HITInfrastructure

Storage News

Genomic Data Compression Eases Cloud Data Migration, Storage

Geneformics latest release focuses on compressing clinical data for precision medicine and eases cloud data migration and storage.

Genomic data compression eases cloud data migration and storage.

Source: Thinkstock

By Elizabeth O'Dowd

- Geneformics Data Systems announced the release of its distributed cloud compression solution Geneformics D to improve cloud data migration speeds and data storage.

Geneformics D aims to increase upload and download speeds, storage, and archiving to assist healthcare organizations in processing, storing, and retrieving data for precision medicine.

“Precision medicine is making the migration of genomic processes to a cloud infrastructure attractive for healthcare and research organizations, due to scalability, sharing features and ease of use,” Geneformics CEO Rafael Feitelberg said in a statement. “Now organizations can seamlessly scale with genomic compression in the cloud, while accelerating analyses and reducing storage requirements.”

Geneformics D helps clinicians and researchers access from population sequencing, gene banks, hereditary, rare disease, cancer, and genomics-based pharmaceutical efficacy research. The compression saves on bandwidth, time, and storage space.

The tool is integrated into the cloud infrastructure as an Infrastructure-as-a-Service (IaaS) tool and is based on a lossless compression technology co-developed with the Weizmann Institute of Science. It implements a distributed, compressed file system for the cloud and jointly implements a compressed object-as-file standard file system for Linux.

Geneformics D is currently available on AWS and will be available for other cloud service providers in the future. Features include:

  • Intelligent caching of decompressed file segment on instance-attached disks accelerating processes.
  • Seamless, virtually unbounded scale-out with the compute infrastructure.
  • Patent-pending, automatic management of genomic storage on the cloud, directing data to the most cost-effective storage tier.
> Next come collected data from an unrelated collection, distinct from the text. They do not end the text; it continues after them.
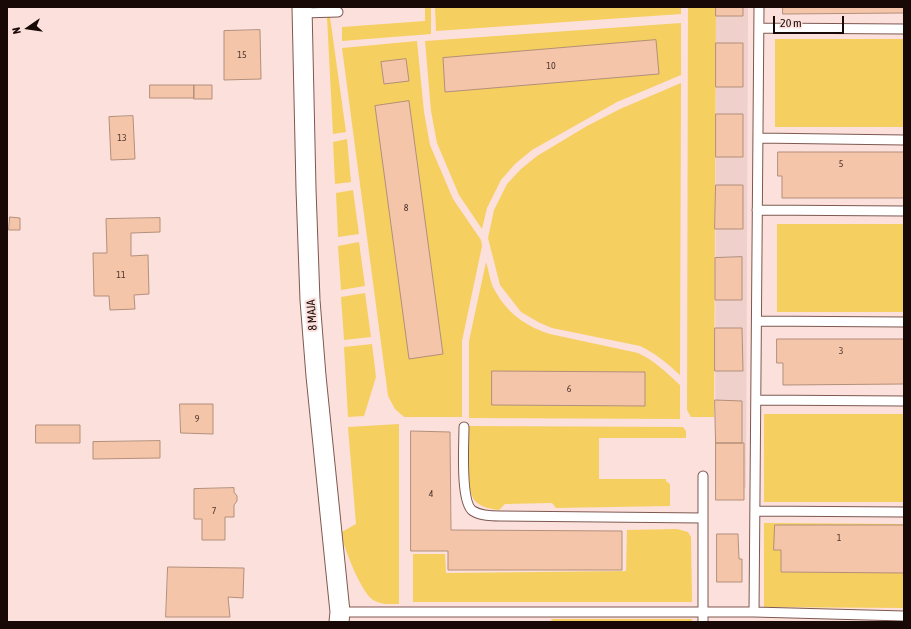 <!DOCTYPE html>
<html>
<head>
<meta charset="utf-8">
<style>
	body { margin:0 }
	#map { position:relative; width:911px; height:629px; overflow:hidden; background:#fce0db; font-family:"Asap Condensed",sans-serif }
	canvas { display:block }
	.frame { position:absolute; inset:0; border:8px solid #180907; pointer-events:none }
	.north { position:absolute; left:8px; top:8px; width:40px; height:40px; -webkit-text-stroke:3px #fce0db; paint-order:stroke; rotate:257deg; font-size:11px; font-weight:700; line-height:16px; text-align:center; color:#180907 }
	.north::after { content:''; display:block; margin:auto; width:14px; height:18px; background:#180907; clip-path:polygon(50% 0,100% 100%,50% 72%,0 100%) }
	.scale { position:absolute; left:773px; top:16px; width:71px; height:18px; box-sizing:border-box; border:2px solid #180907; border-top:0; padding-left:5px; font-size:12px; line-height:14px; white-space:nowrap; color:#180907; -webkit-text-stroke:3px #fce0db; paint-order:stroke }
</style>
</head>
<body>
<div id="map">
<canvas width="911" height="629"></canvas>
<div class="frame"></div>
<div class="north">N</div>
<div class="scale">20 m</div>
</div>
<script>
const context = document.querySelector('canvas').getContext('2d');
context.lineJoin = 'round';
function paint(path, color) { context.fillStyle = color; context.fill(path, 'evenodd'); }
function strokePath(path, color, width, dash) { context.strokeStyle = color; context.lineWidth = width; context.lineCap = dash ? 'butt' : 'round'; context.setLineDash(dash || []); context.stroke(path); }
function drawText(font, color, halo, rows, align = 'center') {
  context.font = font + ' "Asap Condensed",sans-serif'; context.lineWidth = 4; context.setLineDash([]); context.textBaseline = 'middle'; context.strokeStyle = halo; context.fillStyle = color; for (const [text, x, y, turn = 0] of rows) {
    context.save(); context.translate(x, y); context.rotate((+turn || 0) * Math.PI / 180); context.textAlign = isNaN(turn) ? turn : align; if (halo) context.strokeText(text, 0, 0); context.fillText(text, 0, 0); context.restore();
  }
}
paint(new Path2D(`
	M716,7h32l-2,481 -31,-1z`), '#efd0ca');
paint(new Path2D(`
	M425,7h6v27l-89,7v-14l83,-6z
	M435,7h246v7l-245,17z
	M688,7h28l-2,410h-23l-4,-7z
	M327,17h3l16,115 -13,2z
	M681,23v52l-64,27 -85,48 -17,14 -14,16 -14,28 -5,21 -23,-34 -22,-52 -6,-32 -6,-70z
	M775,39h129v88h-129z
	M417,41l7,71 6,33 23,54 28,41 1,6 -20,95v76h-58l-9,-8 -7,-13 -46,-348z
	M681,83l-1,292c-12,-11 -25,-22 -40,-29l-88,-18 -12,-5 -19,-11 -21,-27 -12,-47 6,-28 13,-26 14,-15 16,-13 50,-30 33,-17z
	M347,139l4,43 -16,2 -2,-42z
	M353,190l6,44 -21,3 -2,-44z
	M777,224h127v88h-127z
	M359,242l6,44 -24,4 -3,-44z
	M486,262c3,9 4,20 8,27 13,24 31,37 56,45l88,19c16,7 29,20 42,32v34l-211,-1v-77z
	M365,293l6,44 -27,3 -3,-43z
	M372,344l4,33 -12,39 -16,1 -4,-70z
	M764,414h140v88h-140z
	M399,424v180c-8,0 -17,1 -24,-3 -14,-6 -30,-53 -35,-68l16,-9 -8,-97z
	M468,426l215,1 3,4v7h-87v41h67v2l4,3v22l-114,2 -4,-5 -47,1 -6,6c-9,-1 -18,-3 -24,-9 -11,-14 -7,-56 -7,-75z
	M764,523l140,1v84l-140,-1z
	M677,529l11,3 3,5 1,65h-279v-48h32l1,19 180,-2 1,-41z
	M552,619h140v3h-142z`), '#f6cf61');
const building = new Path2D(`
	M716,7h27v9h-27z
	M783,7h121v6l-121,1z
	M260,30l1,49 -37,1v-49z
	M656,40l3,34 -214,18 -2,-34z
	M716,43h27v44h-27z
	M406,59l3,22 -25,3 -3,-22z
	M150,85h44v13h-44z
	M194,85h18v14h-18z
	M409,101l34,253 -34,5 -34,-253z
	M716,114h27v43h-27z
	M133,116l2,43 -24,1 -2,-43z
	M778,152h126v46h-122v-22h-4z
	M716,185h27v44h-28z
	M10,217l10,1v12h-11z
	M160,218v14l-29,1v23l17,-1 1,39 -15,1 1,14 -25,1 -1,-14h-15l-1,-43h14l-1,-34z
	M742,257v43h-27v-42z
	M715,328h27l1,43h-28z
	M777,339h127v45l-121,1v-22h-6z
	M492,371l153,1v34l-153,-1z
	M715,400l27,1v42h-26z
	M180,404h33v30l-32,-1z
	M36,425h44v18h-44z
	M411,431l39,1 1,98 171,1v39h-174v-19h-37z
	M160,441v17l-67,1v-17z
	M716,443h28v57h-28z
	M234,488v4l3,4v5l-3,4v12h-9v23h-23v-21h-8v-30z
	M775,525h129v48l-123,-1v-22h-7z
	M717,534h21l1,25h3v23h-25z
	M168,567l76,1 -1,30 -15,-1 2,20h-64z`);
paint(building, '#f5c5aa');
strokePath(building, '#b38f7b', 1);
const lane = new Path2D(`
	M302,13l36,-1
	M759,28l145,1
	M758,138l146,2
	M757,210l147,1
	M757,321l147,1
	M756,400l148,1
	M464,427c0,16 -4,76 9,84 8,5 19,5 27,5l202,2
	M755,511l149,1
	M340,612h363v-136
	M754,612l5,-605
	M703,622v-10h51l150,4`);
const street = new Path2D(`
	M302,7l4,182 4,111 6,76 24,236 -1,10`);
strokePath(lane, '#7e5851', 11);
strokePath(street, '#7e5851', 21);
strokePath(lane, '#fff', 9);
strokePath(street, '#fff', 19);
drawText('10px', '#4f3830', null, [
	["15",242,55],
	["10",551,66],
	["13",122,138],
	["5",841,164],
	["8",406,208],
	["11",121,275],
	["3",841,351],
	["6",569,389],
	["9",197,419],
	["4",431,494],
	["7",214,511],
	["1",839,538]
]);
drawText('12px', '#180907', '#fce0db', [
	["8 MAJA",312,315,-94]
]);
</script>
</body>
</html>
This provides up to 50 percent savings in addition to the compression savings, through fine-grained object storage tiering.

Healthcare organizations are utilizing more data technology as they continue to collect more patient data for analytics and precision medicine. The amount of data being collected is complex and requires tools that can handle it.

“With a single, whole-genome human sample involving approximately 250-300GB of data, we are addressing a major challenge faced by Next Generation Sequencing practitioners,” Geneformics CTO and founder Arik Keshet said in a statement. “With Geneformics D, compressed genomics data requires one tenth of the storage space that would have otherwise been needed. Additionally, Geneformics D works seamlessly and does not require changes to data formats or APIs.”

Cloud data migration and data storage are large undertakings for any organization, but is especially cumbersome for organizations collecting and storing data from precision medicine and analytics.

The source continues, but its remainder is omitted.